Nick Reece, portfolio manager at Merk Investments, told The Epoch Times in an emailed statement that “incoming data is consistent with an ongoing economic recovery.”
“The medium-term outlook continues to be supported by labor market slack, a steep yield curve, and improving consumer confidence,” he said.
While retail spending stayed flat in April, shoppers flocked to the nation’s malls in greater numbers, with the foot traffic gap nearly halving in just two months, providing a data point in support of the view that a retail recovery is underway.
Foot traffic at a sample of 50 malls in April showed that, compared to the pre-pandemic April 2019 level, it was down 18.7 percent, a marked improvement from recent months, according to a report provided to The Epoch Times by mobile-device location data analytics firm Placer.ai.
“In this metric, there was a strong forward momentum with the visit gap shrinking from 23.7 percent down in March to just 18.7 percent down in April,” the company said in the report.
“This is the strongest mark the index has seen since the pandemic began, and another sign that the retail recovery is already in progress,” the report noted, adding that the data “further deepens the optimism around top tier malls and their ability to anchor key retail expansions moving forward.”
Separately, a Moody’s report upgraded its outlook for the U.S. retail and apparel sector from stable to positive.
“As pandemic pressures ease and the cadence of vaccinations accelerates, we expect the retail sector to experience broad-based improvement,” said Mickey Chadha, Moody’s vice president and senior credit officer, in a statement. “Operating profit will grow a robust 10-12 percent in 2021, and hard-hit sectors such as apparel, department stores, and off-price will see the most pronounced operating profit growth over the next 12 to 18 months.”

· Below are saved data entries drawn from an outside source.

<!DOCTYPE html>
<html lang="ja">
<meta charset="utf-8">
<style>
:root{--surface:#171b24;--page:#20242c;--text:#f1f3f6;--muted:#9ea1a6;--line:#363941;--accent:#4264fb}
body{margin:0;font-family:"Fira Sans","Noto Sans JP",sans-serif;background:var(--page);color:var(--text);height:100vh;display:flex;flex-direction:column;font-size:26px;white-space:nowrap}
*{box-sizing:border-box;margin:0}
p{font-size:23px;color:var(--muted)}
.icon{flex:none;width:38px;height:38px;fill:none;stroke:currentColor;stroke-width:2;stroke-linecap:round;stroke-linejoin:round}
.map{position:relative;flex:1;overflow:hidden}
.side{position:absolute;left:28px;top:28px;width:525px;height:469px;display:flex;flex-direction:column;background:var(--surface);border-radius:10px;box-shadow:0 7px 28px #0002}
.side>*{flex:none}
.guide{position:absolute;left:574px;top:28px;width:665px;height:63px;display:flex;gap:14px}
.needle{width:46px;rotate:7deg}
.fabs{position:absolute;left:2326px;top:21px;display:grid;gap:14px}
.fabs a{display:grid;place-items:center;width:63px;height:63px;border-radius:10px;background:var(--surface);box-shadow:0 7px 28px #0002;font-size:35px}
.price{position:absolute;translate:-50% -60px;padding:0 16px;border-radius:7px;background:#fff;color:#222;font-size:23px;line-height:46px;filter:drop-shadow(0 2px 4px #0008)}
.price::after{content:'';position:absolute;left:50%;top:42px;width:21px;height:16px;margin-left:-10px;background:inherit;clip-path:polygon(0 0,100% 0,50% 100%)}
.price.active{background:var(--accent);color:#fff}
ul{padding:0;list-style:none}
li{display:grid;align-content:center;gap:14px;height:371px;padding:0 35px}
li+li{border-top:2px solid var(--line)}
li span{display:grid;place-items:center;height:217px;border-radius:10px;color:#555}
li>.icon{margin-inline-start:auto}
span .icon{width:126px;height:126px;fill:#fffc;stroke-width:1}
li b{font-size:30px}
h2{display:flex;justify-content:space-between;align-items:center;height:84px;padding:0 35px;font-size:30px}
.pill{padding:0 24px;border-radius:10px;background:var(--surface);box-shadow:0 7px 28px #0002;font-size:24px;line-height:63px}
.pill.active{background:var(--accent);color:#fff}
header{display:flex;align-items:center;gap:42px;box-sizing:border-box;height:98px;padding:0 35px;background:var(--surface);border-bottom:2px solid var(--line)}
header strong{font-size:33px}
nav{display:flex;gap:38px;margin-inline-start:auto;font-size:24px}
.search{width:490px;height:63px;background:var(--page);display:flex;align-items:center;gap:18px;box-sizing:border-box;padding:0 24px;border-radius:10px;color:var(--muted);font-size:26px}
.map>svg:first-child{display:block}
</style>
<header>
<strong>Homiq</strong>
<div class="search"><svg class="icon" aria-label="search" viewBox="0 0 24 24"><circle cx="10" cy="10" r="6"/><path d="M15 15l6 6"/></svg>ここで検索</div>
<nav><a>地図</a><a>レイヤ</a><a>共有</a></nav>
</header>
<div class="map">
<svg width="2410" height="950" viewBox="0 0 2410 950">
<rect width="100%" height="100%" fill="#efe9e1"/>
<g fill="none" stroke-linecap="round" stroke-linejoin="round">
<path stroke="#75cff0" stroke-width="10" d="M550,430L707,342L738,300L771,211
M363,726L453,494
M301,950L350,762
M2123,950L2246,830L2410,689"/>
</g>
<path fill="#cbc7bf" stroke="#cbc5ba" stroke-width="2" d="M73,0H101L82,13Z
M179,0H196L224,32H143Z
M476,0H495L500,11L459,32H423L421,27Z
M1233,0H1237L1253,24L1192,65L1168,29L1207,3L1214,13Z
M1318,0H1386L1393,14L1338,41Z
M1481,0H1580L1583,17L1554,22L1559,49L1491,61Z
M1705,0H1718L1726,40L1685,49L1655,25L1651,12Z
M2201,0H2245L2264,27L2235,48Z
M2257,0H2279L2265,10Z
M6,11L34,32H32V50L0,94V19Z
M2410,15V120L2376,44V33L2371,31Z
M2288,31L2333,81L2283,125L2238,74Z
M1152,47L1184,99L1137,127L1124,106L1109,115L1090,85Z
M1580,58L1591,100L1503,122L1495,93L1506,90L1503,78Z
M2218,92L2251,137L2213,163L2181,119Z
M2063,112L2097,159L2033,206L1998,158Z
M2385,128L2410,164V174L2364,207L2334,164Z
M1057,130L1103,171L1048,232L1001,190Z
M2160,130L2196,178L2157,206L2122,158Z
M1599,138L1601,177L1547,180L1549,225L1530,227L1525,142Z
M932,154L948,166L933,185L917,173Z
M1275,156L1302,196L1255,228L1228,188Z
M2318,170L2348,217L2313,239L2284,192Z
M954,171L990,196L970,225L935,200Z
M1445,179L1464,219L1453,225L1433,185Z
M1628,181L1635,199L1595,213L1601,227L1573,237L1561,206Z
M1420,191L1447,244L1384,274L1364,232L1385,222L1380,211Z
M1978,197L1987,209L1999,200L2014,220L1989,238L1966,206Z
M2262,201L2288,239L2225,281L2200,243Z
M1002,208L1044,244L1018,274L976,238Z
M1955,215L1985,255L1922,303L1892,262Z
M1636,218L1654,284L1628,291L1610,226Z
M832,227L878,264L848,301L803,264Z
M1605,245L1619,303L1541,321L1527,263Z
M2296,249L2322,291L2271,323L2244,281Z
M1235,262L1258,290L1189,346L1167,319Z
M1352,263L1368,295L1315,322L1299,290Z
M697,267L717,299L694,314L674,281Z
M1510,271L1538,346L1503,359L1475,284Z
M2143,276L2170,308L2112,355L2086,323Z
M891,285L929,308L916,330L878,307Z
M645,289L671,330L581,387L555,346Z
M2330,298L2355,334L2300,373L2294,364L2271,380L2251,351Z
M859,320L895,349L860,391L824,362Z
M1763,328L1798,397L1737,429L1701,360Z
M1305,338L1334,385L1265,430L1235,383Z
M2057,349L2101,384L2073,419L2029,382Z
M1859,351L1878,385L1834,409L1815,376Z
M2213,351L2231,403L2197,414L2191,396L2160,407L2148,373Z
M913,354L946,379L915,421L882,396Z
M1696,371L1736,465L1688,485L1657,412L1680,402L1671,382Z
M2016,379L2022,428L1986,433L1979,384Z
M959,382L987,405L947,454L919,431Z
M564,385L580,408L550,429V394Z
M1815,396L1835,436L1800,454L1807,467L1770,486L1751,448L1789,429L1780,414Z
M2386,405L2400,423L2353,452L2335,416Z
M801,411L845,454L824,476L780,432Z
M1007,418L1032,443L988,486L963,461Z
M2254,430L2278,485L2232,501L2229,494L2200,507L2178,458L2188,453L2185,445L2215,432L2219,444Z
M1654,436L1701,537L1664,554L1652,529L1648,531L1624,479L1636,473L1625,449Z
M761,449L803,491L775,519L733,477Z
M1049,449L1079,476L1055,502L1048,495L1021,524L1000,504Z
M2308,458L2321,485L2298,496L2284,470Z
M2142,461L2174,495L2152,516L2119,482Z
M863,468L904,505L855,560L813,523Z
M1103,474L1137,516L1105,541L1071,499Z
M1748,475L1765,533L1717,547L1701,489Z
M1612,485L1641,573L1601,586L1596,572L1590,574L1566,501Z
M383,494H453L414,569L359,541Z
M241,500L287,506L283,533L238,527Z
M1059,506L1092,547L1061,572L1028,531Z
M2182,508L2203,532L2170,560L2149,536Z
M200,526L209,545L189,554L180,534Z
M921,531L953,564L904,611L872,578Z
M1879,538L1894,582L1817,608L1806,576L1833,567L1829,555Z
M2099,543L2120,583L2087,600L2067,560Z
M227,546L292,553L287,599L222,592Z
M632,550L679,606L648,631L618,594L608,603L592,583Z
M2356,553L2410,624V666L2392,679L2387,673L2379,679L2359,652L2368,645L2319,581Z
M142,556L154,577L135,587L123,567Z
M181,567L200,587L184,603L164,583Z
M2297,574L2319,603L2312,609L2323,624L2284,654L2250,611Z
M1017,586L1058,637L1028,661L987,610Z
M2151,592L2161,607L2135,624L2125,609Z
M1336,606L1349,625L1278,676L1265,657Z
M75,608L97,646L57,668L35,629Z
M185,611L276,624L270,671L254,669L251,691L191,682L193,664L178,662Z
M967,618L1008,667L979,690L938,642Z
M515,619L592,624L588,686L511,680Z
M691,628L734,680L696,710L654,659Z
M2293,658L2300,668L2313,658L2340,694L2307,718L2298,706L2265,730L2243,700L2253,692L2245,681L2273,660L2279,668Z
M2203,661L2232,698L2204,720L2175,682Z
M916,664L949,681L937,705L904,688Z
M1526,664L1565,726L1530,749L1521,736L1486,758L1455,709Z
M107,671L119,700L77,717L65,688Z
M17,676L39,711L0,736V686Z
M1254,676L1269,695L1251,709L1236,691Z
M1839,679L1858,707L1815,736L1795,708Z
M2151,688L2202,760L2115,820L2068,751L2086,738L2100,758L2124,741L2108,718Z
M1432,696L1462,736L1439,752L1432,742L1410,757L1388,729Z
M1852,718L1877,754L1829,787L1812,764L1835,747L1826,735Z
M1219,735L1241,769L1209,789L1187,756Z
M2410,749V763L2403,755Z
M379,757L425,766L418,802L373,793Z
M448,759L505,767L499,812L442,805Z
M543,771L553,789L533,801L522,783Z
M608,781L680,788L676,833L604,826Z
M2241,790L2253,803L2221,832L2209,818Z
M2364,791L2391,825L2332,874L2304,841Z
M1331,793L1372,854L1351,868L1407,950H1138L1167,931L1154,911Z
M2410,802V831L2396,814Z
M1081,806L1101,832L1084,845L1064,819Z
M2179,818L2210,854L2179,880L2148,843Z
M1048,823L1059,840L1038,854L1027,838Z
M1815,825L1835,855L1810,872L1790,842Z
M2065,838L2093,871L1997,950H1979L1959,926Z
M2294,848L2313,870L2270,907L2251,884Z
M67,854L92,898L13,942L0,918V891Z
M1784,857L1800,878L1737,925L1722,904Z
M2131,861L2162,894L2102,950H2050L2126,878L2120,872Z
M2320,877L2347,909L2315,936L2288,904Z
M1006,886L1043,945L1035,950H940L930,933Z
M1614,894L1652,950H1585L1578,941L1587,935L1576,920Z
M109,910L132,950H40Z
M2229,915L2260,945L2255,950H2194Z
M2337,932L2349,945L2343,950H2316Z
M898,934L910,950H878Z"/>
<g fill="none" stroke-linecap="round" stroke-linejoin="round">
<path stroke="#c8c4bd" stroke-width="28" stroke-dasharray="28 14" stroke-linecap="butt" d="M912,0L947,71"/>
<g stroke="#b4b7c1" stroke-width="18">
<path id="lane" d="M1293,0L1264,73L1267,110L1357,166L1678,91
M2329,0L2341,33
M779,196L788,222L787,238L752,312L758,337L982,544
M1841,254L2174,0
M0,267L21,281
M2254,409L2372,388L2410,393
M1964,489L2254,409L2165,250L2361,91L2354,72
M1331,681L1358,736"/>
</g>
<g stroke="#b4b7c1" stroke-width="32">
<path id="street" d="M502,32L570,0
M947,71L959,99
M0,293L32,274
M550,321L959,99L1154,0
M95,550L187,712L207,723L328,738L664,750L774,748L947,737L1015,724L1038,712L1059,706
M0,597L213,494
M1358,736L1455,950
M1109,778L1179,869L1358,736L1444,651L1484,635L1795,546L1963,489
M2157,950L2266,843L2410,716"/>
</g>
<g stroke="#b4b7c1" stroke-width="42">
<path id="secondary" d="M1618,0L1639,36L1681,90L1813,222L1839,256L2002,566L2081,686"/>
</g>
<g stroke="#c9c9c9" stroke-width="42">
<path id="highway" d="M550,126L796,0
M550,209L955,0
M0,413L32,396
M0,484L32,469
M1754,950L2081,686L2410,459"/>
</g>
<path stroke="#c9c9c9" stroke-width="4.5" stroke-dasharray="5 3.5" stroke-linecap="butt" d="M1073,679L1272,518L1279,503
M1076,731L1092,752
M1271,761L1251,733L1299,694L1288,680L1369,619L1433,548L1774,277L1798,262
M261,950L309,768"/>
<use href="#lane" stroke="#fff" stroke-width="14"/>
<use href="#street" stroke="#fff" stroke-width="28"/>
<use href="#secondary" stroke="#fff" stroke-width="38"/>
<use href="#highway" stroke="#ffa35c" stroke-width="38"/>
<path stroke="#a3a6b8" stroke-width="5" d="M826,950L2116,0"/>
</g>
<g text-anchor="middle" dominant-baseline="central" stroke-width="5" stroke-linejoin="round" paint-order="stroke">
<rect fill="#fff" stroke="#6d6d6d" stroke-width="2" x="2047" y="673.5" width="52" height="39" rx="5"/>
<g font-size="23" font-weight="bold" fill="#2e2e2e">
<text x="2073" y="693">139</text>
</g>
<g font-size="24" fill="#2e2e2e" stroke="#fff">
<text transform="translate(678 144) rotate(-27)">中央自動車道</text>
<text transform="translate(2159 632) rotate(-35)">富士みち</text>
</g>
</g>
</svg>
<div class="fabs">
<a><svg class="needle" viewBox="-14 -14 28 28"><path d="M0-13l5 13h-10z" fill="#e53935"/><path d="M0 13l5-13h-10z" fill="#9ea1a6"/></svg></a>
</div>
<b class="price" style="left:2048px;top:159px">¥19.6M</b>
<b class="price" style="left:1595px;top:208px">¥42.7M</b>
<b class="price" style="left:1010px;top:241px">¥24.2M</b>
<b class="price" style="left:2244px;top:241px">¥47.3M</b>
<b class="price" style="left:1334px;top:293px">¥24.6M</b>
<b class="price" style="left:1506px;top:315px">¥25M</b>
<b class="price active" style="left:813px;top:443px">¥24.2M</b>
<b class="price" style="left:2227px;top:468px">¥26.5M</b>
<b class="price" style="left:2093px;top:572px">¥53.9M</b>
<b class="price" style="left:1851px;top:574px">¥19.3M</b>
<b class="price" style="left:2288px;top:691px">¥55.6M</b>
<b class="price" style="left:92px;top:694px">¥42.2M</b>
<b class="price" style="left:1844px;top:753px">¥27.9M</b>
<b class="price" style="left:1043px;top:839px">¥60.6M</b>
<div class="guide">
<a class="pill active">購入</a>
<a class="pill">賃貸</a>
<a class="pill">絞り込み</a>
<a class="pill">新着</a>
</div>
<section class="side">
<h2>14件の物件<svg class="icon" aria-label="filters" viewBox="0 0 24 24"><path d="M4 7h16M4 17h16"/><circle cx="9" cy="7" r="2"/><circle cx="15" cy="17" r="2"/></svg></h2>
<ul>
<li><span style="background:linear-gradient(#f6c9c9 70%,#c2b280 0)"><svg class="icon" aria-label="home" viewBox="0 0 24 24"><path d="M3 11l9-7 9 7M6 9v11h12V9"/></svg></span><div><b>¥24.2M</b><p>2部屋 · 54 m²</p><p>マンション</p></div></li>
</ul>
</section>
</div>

U.S. economic growth accelerated sharply at a 6.4 percent annualized rate in the first quarter, fueled by the rush of consumer spending, according to the most recent BEA report on U.S. gross domestic product.
But the accelerating growth has revived concerns about the economy overheating and putting upward pressure on prices.
A Labor Department report Wednesday showed that inflation soared by an annualized 4.2 percent in April, above economists’ predictions and by the most in over a decade, as fiscal stimulus and booming demand pushed against supply constraints.